(Recorded data)

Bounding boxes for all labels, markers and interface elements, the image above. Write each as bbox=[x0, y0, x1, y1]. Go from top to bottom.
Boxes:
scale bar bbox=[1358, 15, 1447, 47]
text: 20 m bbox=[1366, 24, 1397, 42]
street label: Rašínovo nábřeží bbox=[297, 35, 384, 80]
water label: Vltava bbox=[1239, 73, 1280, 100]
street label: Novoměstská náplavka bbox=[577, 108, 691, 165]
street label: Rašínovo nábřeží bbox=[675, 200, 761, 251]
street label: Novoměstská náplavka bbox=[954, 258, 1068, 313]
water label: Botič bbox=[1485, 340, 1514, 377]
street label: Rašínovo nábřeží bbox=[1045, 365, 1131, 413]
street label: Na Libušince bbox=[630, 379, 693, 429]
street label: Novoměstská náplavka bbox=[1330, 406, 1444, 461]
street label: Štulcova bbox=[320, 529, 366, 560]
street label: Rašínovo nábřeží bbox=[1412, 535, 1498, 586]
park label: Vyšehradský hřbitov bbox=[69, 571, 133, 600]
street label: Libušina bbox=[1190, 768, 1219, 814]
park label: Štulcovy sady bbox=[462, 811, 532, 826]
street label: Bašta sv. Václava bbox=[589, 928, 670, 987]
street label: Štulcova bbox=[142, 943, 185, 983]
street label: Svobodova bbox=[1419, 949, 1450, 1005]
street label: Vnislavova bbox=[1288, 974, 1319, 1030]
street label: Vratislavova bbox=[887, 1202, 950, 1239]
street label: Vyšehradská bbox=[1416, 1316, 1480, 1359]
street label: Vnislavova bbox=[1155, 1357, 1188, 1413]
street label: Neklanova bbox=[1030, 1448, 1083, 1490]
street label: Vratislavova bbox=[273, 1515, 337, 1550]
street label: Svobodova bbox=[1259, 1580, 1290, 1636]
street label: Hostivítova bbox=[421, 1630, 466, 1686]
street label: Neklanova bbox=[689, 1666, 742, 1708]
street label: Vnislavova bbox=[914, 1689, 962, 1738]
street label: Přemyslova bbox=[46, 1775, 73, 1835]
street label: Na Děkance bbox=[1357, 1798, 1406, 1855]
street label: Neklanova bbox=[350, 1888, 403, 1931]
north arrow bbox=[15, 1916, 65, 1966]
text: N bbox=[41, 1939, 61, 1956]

*Exercise requirements*
Show me all lines in the records that contain "Vratislavova".

*Answer box*
street label: Vratislavova bbox=[887, 1202, 950, 1239]
street label: Vratislavova bbox=[273, 1515, 337, 1550]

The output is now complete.